Correo electrónico
14 de noviembre
Ana, Valencia
Ed,
A diferencia del Reino Unido, España tiene un sistema de representación proporcional, por lo que votas por quien votas, tu voto cuenta.
En los últimos años, Pedro Sánchez, del Partido Socialista de centro izquierda, ha sido tanto el Primer Ministro de España como el político dominante en España. Ha representado a España a nivel nacional e internacional de manera muy impresionante. Sin embargo, sólo pudo gobernar España en coalición con el partido ultraizquierdista Podemos. Pero las ruedas se cayeron hace unos 18 meses. Y en las recientes elecciones regionales quedó claro que Pedro Sánchez y su partido socialista estaban luchando por conseguir apoyo.
En las elecciones nacionales convocadas en julio, el opositor Partido Popular de centroderecha obtuvo la mayor cantidad de votos, pero no pudo formar gobierno porque sus únicos aliados eran Vox (un partido populista de derecha, pro tradiciones españolas, pro tauromaquia, pro caza, un poco pro UE escéptica, etc.). Juntos, estos dos partidos de centro-derecha no pudieron reunir suficientes votos para formar un gobierno viable.
Esto nos lleva al meollo del actual problema político español. Para reunir una mayoría suficiente para continuar gobernando, el PSOE (Partido Socialista Obrero Español) de Pedro Sánchez ha tenido que ofrecer a los separatistas catalanes una amnistía total por la celebración de un referéndum separatista hace unos años que fue considerado ilegal por el gobierno nacional en Madrid (algunos líderes separatistas catalanes han pasado posteriormente penas en prisión y algunos líderes separatistas huyeron del país y todavía están exiliados en Bruselas).

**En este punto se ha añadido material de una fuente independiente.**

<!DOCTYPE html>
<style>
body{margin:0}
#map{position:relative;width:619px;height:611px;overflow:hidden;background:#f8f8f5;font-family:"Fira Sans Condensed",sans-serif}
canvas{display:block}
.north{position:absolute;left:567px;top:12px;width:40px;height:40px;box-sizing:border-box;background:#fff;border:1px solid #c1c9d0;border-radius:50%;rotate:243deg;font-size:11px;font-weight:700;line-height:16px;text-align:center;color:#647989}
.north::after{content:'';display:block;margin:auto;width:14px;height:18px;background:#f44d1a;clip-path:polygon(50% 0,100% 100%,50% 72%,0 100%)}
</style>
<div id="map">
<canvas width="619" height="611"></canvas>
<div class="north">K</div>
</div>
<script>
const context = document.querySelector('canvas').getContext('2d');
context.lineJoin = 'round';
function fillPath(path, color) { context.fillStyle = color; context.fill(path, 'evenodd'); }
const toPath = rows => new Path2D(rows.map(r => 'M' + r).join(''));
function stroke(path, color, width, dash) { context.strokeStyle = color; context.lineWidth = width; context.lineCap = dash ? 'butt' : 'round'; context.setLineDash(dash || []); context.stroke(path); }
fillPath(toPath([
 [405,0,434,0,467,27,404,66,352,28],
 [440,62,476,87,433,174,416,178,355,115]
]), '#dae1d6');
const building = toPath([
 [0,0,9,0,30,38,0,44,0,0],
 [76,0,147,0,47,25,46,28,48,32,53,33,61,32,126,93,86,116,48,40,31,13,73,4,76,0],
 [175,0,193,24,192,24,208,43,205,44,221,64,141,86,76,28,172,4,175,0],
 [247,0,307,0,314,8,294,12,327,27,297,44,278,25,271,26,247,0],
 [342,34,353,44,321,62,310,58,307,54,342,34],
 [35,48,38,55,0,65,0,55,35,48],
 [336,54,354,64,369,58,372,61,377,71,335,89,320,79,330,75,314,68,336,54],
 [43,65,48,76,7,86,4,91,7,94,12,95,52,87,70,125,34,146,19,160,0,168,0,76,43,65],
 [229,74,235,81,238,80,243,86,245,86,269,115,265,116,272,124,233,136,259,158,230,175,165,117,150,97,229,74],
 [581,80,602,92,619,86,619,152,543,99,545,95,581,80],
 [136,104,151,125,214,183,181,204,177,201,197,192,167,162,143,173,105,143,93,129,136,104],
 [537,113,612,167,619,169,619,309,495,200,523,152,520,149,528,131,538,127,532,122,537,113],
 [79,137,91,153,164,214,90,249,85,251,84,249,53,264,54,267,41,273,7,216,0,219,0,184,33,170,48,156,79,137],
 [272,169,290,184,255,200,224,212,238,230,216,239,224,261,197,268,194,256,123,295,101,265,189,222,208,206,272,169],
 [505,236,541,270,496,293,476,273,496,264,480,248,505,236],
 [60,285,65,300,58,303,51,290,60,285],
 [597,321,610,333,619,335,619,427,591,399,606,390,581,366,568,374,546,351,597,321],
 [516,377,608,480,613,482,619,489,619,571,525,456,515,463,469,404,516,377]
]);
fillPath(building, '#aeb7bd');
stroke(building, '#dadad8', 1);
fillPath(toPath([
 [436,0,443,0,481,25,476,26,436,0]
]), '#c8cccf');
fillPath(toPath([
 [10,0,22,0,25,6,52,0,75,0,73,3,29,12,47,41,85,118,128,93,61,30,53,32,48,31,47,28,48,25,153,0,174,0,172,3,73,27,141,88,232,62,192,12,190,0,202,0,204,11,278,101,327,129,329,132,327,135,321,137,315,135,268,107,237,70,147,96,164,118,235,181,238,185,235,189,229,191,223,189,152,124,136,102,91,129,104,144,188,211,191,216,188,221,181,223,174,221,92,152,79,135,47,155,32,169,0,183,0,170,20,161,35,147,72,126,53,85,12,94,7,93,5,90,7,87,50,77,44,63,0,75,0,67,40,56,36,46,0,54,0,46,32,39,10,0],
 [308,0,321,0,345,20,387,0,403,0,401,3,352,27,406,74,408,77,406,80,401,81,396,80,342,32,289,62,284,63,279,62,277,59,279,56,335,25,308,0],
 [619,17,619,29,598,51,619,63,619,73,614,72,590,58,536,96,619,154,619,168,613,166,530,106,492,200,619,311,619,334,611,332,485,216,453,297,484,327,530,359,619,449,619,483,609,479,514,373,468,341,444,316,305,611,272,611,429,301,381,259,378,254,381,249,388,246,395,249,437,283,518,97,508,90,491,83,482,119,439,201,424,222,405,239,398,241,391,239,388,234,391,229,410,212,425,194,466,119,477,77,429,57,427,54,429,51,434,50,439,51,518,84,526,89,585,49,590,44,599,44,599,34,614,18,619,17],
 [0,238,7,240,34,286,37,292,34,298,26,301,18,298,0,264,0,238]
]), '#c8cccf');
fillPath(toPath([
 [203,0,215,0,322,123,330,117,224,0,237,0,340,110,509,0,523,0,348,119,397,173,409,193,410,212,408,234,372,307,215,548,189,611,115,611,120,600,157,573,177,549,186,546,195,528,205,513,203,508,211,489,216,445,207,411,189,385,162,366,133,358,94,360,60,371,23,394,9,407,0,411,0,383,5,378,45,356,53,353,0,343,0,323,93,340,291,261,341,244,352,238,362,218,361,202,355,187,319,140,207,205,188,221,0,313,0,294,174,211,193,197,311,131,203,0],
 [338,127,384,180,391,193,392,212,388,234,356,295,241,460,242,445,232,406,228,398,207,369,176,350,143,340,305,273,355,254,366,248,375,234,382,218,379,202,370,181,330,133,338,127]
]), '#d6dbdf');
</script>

Esto ha dividido a España profundamente y no sólo a lo largo de líneas políticas… un asunto de importancia constitucional grave, profunda y polémica se está utilizando como herramienta de negociación para que un partido político de izquierda ahora minoritario continúe en el gobierno. Puede que tenga éxito o no esta semana o la próxima. Pero si tiene éxito, provocará un cisma profundo, duradero y enconado en la sociedad española que afectará de manera implacable y fundamental al futuro de España.
En el Reino Unido, las elecciones tendrán lugar dentro de unos 12 meses. A los votantes británicos se les ofrecerá elegir entre dos mejillas del mismo trasero (OK, “trasero” si lo prefieren). Puedes votar por un partido centrista inútil, patético y peligrosamente súper despierto encabezado por Rishi Sunak… o puedes votar por un partido centrista inútil, patético y peligrosamente súper despierto encabezado por Keir Starmer. Nuestro sistema electoral de primer pasado garantizará que será uno de ellos.

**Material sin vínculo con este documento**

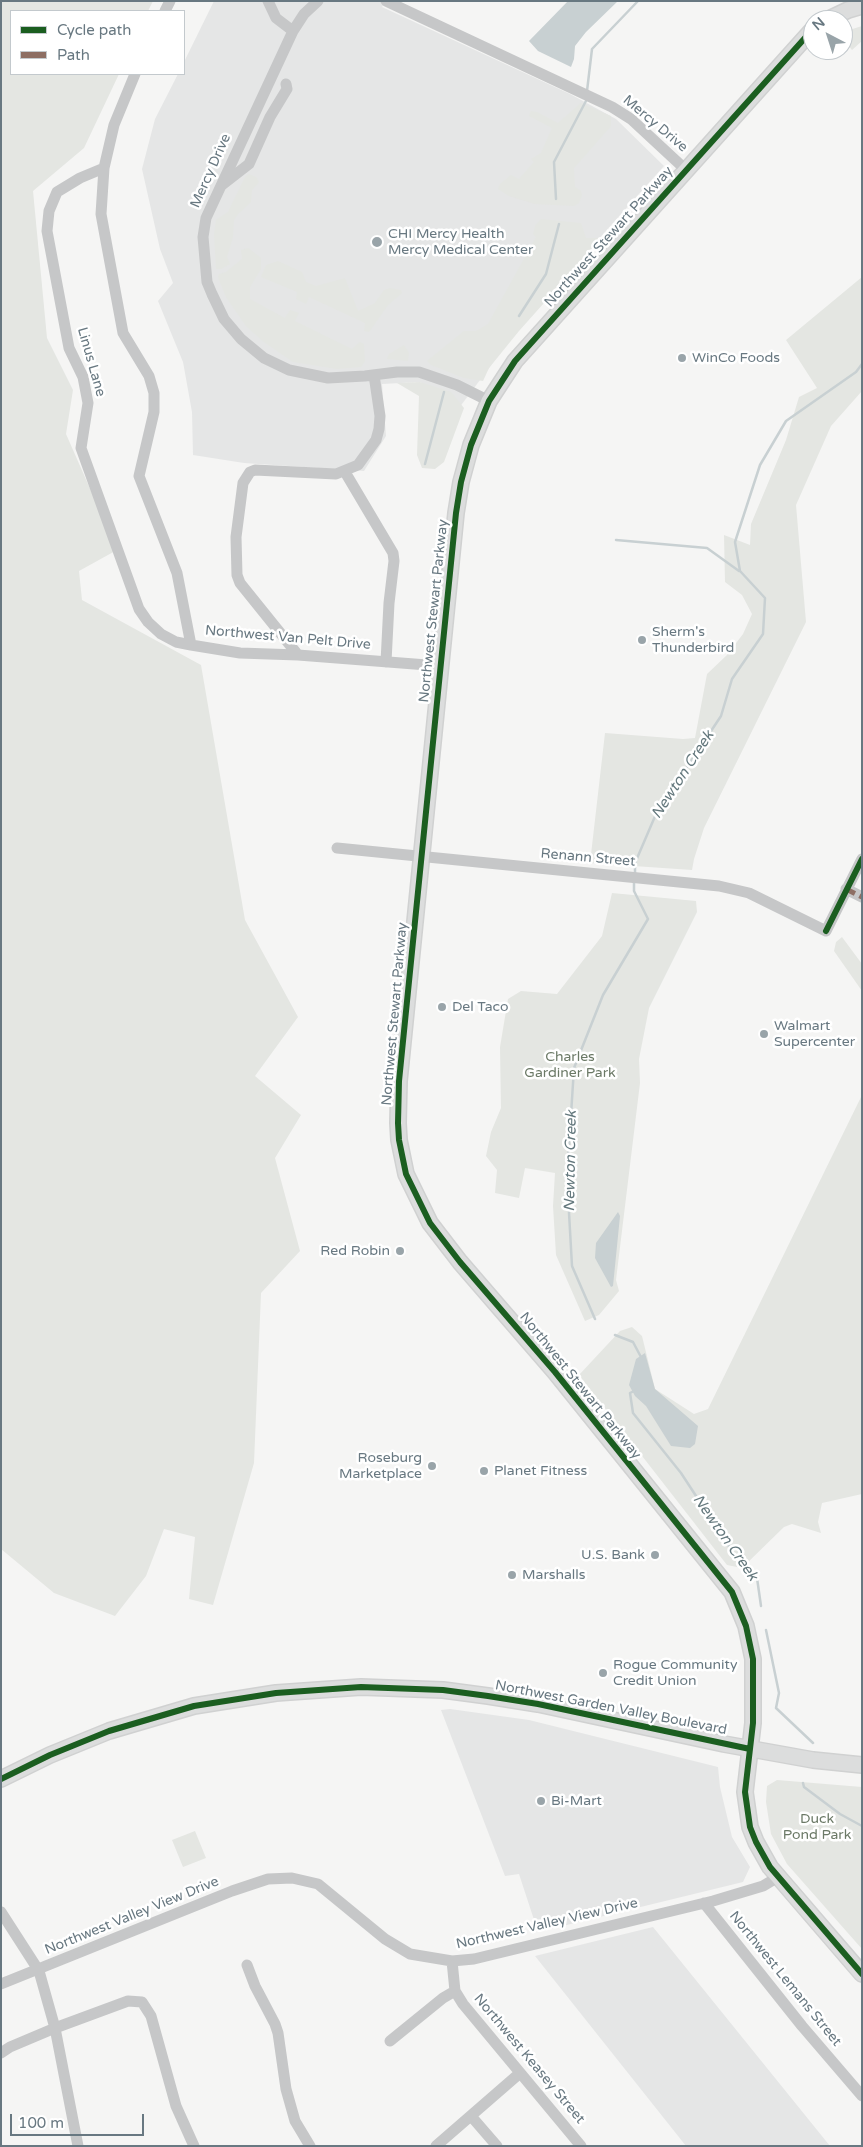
<!DOCTYPE html>
<html>
<head>
<meta charset="utf-8">
<style>
  body { margin:0 }
  #map { position:relative; width:863px; height:2147px; overflow:hidden; background:#f5f5f4; font-family:"Varela Round",sans-serif }
  canvas { display:block }
  .frame { position:absolute; inset:0; border:2px solid #687881; pointer-events:none }
  .legend { position:absolute; left:10px; top:10px; width:175px; height:65px; box-sizing:border-box; background:#fff; border:1px solid #c3c9cd; margin:0; padding:6px 9px; list-style:none; font-size:15px; color:#687881 }
  .legend li { display:flex; align-items:center; gap:10px; height:25px }
  .legend b { width:25px; border:1px solid #c3c9cd }
  .north { position:absolute; left:803px; top:10px; width:50px; height:50px; box-sizing:border-box; background:#fff; border:1px solid #c3c9cd; border-radius:50%; rotate:320deg; font-size:14px; font-weight:700; line-height:20px; text-align:center; color:#687881 }
  .north::after { content:''; display:block; margin:auto; width:18px; height:22px; background:#99a4a9; clip-path:polygon(50% 0,100% 100%,50% 72%,0 100%) }
  .scale { position:absolute; left:10px; top:2114px; width:134px; height:22px; box-sizing:border-box; border:2px solid #687881; border-top:0; padding-left:6px; font-size:15px; line-height:18px; white-space:nowrap; color:#687881; -webkit-text-stroke:4px #fff; paint-order:stroke }
</style>
</head>
<body>
<div id="map">
<canvas width="863" height="2147"></canvas>
<div class="frame"></div>
<ul class="legend">
<li><b style="height:6px;background:#1b5e20"></b>Cycle path</li>
<li><b style="height:6px;background:#8d6e63"></b>Path</li>
</ul>
<div class="north">N</div>
<div class="scale">100 m</div>
</div>
<script>
const c = document.querySelector('canvas').getContext('2d');
c.lineJoin = 'round';
function paint(path, color) { c.fillStyle = color; c.fill(path, 'evenodd'); }
const poly = rows => new Path2D(rows.map(r => 'M' + r).join(''));
function stroke(path, color, width, dash) { c.strokeStyle = color; c.lineWidth = width; c.lineCap = dash ? 'butt' : 'round'; c.setLineDash(dash || []); c.stroke(path); }
function label(font, color, halo, rows, align = 'center') {
  c.font = font + ' "Varela Round",sans-serif'; c.lineWidth = 5; c.setLineDash([]); c.textBaseline = 'middle'; c.strokeStyle = halo; c.fillStyle = color; for (const [text, x, y, turn = 0] of rows) {
    c.save(); c.translate(x, y); c.rotate((+turn || 0) * Math.PI / 180); c.textAlign = isNaN(turn) ? turn : align; if (halo) c.strokeText(text, 0, 0); c.fillText(text, 0, 0); c.restore();
  }
}
paint(poly([
  [214,1,386,1,382,7,570,94,616,119,664,166,519,328,459,408,420,382,382,384,386,436,364,471,244,463,193,455,192,412,183,362,158,301,173,283,160,249,142,169,155,119,178,74,184,74,184,62],
  [450,1709,529,1720,718,1767,720,1787,732,1837,750,1867,743,1882,538,1932,519,1874,505,1876,441,1710],
  [653,1927,830,2146,686,2146,535,1956]
]), '#e5e6e6');
paint(poly([
  [1,1,153,1,148,11,11,11,11,74,119,74,84,148,33,191,47,338,73,390,66,434,117,550,79,571,82,600,201,665,245,920,298,1017,255,1076,301,1115,275,1158,300,1251,261,1293,254,1463,213,1605,189,1599,195,1537,164,1529,146,1576,115,1616,54,1593,1,1549],
  [862,26,862,41,852,50,843,39,843,32],
  [581,103,611,116,611,126,574,168,575,187,581,191,582,195,579,203,574,206,535,204,509,196,498,189,500,184,511,175,519,179,534,162,531,159,541,153,552,128,529,116,531,111,537,112,558,123],
  [249,174,256,177,259,182,252,190,251,202,238,214,234,220,233,237,227,257,230,264,221,269,216,269,214,234,216,220,228,212,245,177],
  [541,219,581,223,586,238,602,238,519,331,489,368,483,381,464,378,431,365,427,361,464,331,476,331,488,324,536,237,533,234,535,226],
  [248,248,261,258,261,269,250,287,250,299,285,318,290,310,299,313,295,321,352,349,360,342,364,344,365,361,361,367,337,369,293,362,264,342,246,326,226,297,218,277,219,274,226,272,242,259,241,250],
  [278,261,302,272,306,282,316,286,345,278,358,311,375,303,384,290,390,288,401,290,402,293,388,305,369,332,364,331,365,323,309,297,306,304,296,299,297,292,261,277,266,265],
  [862,277,862,391,831,426,796,505,806,622,704,828,694,859,692,870,590,863,605,733,683,739,695,738,707,674,727,655,743,634,752,614,742,595,725,582,724,535,750,545,751,524,786,440,799,397,817,388,786,340],
  [404,345,409,353,408,361,387,359,389,354],
  [420,382,451,392,464,408,444,462,435,469,422,468,417,455,419,396,397,383],
  [612,893,696,901,697,912,649,1008,639,1059,640,1083,616,1280,619,1291,599,1315,585,1321,556,1255,553,1206,555,1173,525,1168,519,1198,495,1193,497,1170,486,1156,491,1132,501,1108,500,1047,508,999,521,991,557,994,602,936],
  [842,937,862,964,862,991,834,951,836,942],
  [862,1095,862,1494,822,1503,818,1522,821,1533,792,1524,784,1527,742,1568,727,1565,579,1375,620,1331,632,1327,642,1336,655,1389,694,1414,708,1409],
  [777,1780,862,1787,862,1949,787,1864,771,1834,766,1802,767,1786],
  [195,1831,206,1858,183,1867,172,1840]
]), '#e4e6e2');
paint(poly([
  [568,1,618,1,586,32,575,46,574,59,571,67,538,51,529,41],
  [618,1212,620,1216,613,1286,611,1287,595,1258,596,1243],
  [645,1353,655,1389,698,1426,695,1444,690,1448,671,1446,646,1406,635,1396,629,1385,636,1359]
]), '#c8d0d2');
stroke(poly([
  [587,91,592,49,638,1],
  [556,199,554,162,587,99],
  [519,316,546,274,559,224],
  [425,464,444,392],
  [616,540,707,548,739,571],
  [635,875,635,863,656,814,721,716,732,679,763,634,765,598,740,571,735,542,760,465,786,421,856,372,862,364],
  [595,1319,572,1266,567,1177,574,1068,603,995,648,919,634,891,634,881],
  [615,1335,633,1342,642,1359],
  [636,1390,630,1393,633,1413,681,1473,736,1557,757,1578,761,1606],
  [766,1630,779,1693,776,1708,813,1743],
  [803,1783,804,1787,840,1814,862,1826]
]), '#c8d0d2', 2.5);
const major = poly([
  [827,20,848,10,862,6],
  [813,29,515,361,489,401,471,445,461,482,456,513,399,1081,398,1123,399,1140,406,1174,430,1223,460,1262,555,1372,732,1592,746,1626,753,1659,753,1723,745,1792,750,1827,756,1842,770,1867,862,1974],
  [1,1779,50,1755,109,1731,194,1706,276,1693,361,1687,443,1690,488,1696,538,1704,724,1744,813,1760,862,1765]
]);
stroke(major, '#d0d1d1', 18);
stroke(poly([
  [268,1,276,18,293,31],
  [318,1,304,14,293,31,206,218,203,237,207,282,212,294,224,319,241,339,264,358,289,370,328,378,365,376,397,372,419,372,457,385,489,401],
  [386,1,612,107,631,119,686,170],
  [165,11,170,1],
  [135,74,114,125,104,168,101,214,123,333,149,376,154,393,154,412,139,476,177,573,191,645,240,653,298,655,440,666],
  [104,168,80,178,57,192,49,211,47,231,69,348,83,377,88,403,81,448,139,609,148,622,161,634,176,642,191,645],
  [222,185,249,164,270,117,287,89,286,84],
  [345,472,393,553,394,561,389,603,386,662],
  [298,655,240,583,237,575,236,537,243,483,250,472,255,470,336,474,358,465,376,440,379,429,380,416,374,375],
  [337,848,719,886,749,893,826,931,862,859],
  [846,889,862,897],
  [704,1903,802,2026,862,2096],
  [1,1912,39,1971,55,2028,78,2146],
  [452,1961,455,1991,463,2004,581,2146],
  [247,1965,255,1986,275,2024,278,2033,286,2089,295,2121,310,2146],
  [1,1984,232,1891,268,1879,292,1878,318,1884,385,1939,410,1954,452,1961,474,1959,713,1901,763,1886,778,1877],
  [390,2041,443,1998,455,1991],
  [1,2053,10,2047,55,2028,128,2001,142,2002,151,2016,176,2106,194,2146],
  [471,2116,497,2146],
  [436,2146,520,2073]
]), '#c6c7c8', 11);
stroke(major, '#dcdddd', 15);
stroke(poly([
  [846,889,862,897]
]), '#8d6e63', 5, [10, 5]);
stroke(poly([
  [813,29,515,361,489,401,471,445,461,482,456,513,399,1081,398,1123,399,1140,406,1174,430,1223,460,1262,555,1372,732,1592,746,1626,753,1659,753,1723,745,1792,750,1827,756,1842,770,1867,862,1974],
  [826,931,862,859],
  [1,1779,50,1755,109,1731,194,1706,276,1693,361,1687,443,1690,488,1696,538,1704,750,1749]
]), '#1b5e20', 6);
for (const [x, y, r, color] of [
  [377,242,6,"#99a4a9"],
  [682,358,5,"#99a4a9"],
  [642,640,5,"#99a4a9"],
  [442,1007,5,"#99a4a9"],
  [764,1034,5,"#99a4a9"],
  [400,1251,5,"#99a4a9"],
  [432,1466,5,"#99a4a9"],
  [484,1471,5,"#99a4a9"],
  [655,1555,5,"#99a4a9"],
  [512,1575,5,"#99a4a9"],
  [603,1673,5,"#99a4a9"],
  [541,1801,5,"#99a4a9"]
]) { const dot = new Path2D(); dot.arc(x, y, r, 0, 2 * Math.PI); c.fillStyle = color; c.fill(dot); stroke(dot, '#fff', 2); }
label('14px', '#687881', '#fff', [
  ["Mercy Drive",655,124,40],
  ["Mercy Drive",211,171,-66],
  ["Northwest Stewart Parkway",609,237,-48],
  ["Linus Lane",91,362,74],
  ["Northwest Stewart Parkway",434,611,-84],
  ["Northwest Van Pelt Drive",288,638,5],
  ["Renann Street",588,858,5],
  ["Northwest Stewart Parkway",395,1014,-85],
  ["Northwest Stewart Parkway",580,1386,51],
  ["Northwest Garden Valley Boulevard",611,1708,11],
  ["Northwest Valley View Drive",132,1916,-22],
  ["Northwest Valley View Drive",547,1924,-13],
  ["Northwest Lemans Street",785,1979,51],
  ["Northwest Keasey Street",529,2059,50]
]);
label('14px', '#687881', '#fff', [
  ["CHI Mercy Health",388,234],
  ["Mercy Medical Center",388,250],
  ["WinCo Foods",692,358],
  ["Sherm's",652,632],
  ["Thunderbird",652,648],
  ["Del Taco",452,1007],
  ["Walmart",774,1026],
  ["Supercenter",774,1042],
  ["Red Robin",390,1251,"right"],
  ["Roseburg",422,1458,"right"],
  ["Marketplace",422,1474,"right"],
  ["Planet Fitness",494,1471],
  ["U.S. Bank",645,1555,"right"],
  ["Marshalls",522,1575],
  ["Rogue Community",613,1665],
  ["Credit Union",613,1681],
  ["Bi-Mart",551,1801]
], 'left');
label('14px', '#6b7966', '#fff', [
  ["Charles",570,1057],
  ["Gardiner Park",570,1073],
  ["Duck",817,1819],
  ["Pond Park",817,1835]
]);
label('italic 15px', '#64787d', '#fff', [
  ["Newton Creek",683,775,-57],
  ["Newton Creek",571,1161,-89],
  ["Newton Creek",725,1538,55]
]);
</script>
</body>
</html>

El Partido Laborista hace mucho que dejó de representar a los trabajadores y, francamente, los conservadores ni siquiera saben a quién o qué representan o defienden. En serio, ¿hay algún político actual del Reino Unido al que puedas comprarle con confianza un coche de segunda mano?
Aunque tanto a España como al Reino Unido les va bien económicamente a nivel macro (ambos países todavía se encuentran entre los 15 primeros del mundo en términos de riqueza, ingresos y calidad de vida en general), ambos países se encuentran en tiempos políticos difíciles. En lo que respecta al Reino Unido, no recuerdo que en las últimas décadas nuestro país de origen haya estado política y socialmente en un estado tan deplorable.